Sen. Susan Collins, R-Maine, speaks during a confirmation hearing for Secretary of Health and Human Services nominee Xavier Becerra before the Senate Health, Education, Labor and Pensions Committee, Tuesday, Feb. 23, 2021 on Capitol Hill in Washington. Credit: Sarah Silbiger / Pool via AP

Sen. Susan Collins is pleading with the Biden administration to reconsider the restrictions on the U.S.-Canada border crossings that were imposed in March last year due to the pandemic.

Collins, a Republican, called on the administration to work with her to find an “equitable solution” for border communities in a Feb. 16 letter to the Department of Homeland Security Secretary Alejandro Mayorkas.

“While I appreciate the need to limit nonessential travel into the United States in order to prevent further spread of COVID-19, these restrictions should reflect the localized risk levels along our border, and allow for certain common-sense exceptions, such as visits among close relatives or day-to-day local commerce in low-COVID-19 transmission areas,” Collins wrote.

This comes less than a week after DHS announced via Twitter that the U.S., Mexico and Canada had jointly agreed to maintain land border restrictions until March 21, cementing more than one year of border restrictions.

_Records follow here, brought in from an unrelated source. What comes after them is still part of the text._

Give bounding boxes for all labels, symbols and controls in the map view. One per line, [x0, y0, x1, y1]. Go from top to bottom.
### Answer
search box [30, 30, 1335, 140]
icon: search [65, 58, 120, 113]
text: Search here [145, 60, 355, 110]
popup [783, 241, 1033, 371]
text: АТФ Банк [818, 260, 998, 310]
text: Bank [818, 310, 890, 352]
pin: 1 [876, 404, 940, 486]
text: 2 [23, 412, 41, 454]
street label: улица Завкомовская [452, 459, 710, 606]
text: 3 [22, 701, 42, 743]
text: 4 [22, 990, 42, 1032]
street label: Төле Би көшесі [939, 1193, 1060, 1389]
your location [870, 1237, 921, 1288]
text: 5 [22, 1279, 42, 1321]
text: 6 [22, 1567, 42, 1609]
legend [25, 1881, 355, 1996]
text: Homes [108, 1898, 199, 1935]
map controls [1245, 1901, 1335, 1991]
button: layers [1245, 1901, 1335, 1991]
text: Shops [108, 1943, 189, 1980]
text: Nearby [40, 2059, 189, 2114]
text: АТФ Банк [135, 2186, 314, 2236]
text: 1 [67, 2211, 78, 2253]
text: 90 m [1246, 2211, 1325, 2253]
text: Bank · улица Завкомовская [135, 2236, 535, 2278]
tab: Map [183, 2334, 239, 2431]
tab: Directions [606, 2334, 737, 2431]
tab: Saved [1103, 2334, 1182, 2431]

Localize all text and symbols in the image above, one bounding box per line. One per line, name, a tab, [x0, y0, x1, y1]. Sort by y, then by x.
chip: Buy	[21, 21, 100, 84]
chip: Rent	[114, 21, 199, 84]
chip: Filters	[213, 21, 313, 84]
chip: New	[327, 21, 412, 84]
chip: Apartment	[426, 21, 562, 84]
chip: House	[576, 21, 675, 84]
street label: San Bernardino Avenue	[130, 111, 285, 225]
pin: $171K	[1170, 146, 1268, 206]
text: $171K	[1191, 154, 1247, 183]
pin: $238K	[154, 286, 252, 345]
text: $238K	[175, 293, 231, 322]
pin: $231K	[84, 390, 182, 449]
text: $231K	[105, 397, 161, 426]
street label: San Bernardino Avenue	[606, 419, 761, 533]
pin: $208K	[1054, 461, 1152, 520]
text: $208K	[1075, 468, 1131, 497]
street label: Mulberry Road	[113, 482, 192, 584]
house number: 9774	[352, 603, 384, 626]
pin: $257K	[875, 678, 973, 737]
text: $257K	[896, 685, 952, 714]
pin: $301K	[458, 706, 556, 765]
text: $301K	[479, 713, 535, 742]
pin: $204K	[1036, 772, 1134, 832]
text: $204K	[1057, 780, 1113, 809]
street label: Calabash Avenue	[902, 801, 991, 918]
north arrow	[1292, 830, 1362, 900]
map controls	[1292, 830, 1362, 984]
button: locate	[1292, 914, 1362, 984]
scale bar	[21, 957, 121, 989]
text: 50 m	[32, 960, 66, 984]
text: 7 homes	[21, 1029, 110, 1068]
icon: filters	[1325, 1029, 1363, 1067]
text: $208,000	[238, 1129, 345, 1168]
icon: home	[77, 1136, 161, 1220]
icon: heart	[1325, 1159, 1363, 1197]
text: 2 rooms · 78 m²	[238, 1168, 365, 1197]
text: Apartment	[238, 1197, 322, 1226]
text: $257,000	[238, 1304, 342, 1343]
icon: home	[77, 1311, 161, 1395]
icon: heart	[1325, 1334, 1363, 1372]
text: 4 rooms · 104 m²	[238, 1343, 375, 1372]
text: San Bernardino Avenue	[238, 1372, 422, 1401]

On the Canadian border, this has meant only for Canadian citizens, Americans with dual citizenship and family members and romantic partners are allowed to cross for non-essential purposes.

Collins has been calling on the U.S. government to consider localizing these restrictions since at least last June, when she sent a letter to then-Acting DHS Secretary Chad Wolf citing low case counts in U.S. border communities and strong social and economic ties between communities on either side of the border.

“I am concerned that border communities that have historically depended on day-to-day cross-border commerce will be left behind, even as their risk of COVID-19 transmission appears to remain low,” she wrote.

Subsequent letters from Collins to Wolf, Canadian Border Services Agency President John Ossowski, and former President Donald Trump — the latter cosigned by other Maine and New Hampshire lawmakers — made similar arguments. These letters were re-sent on Feb. 25 alongside her Feb. 16 plea.

That said, DHS’s announcement last week and Canada Prime Minister Justin Trudeau’s December 2020 statement refusing to ease restrictions until the pandemic is significantly more under control worldwide, indicate that neither government has any intention of opening the border soon.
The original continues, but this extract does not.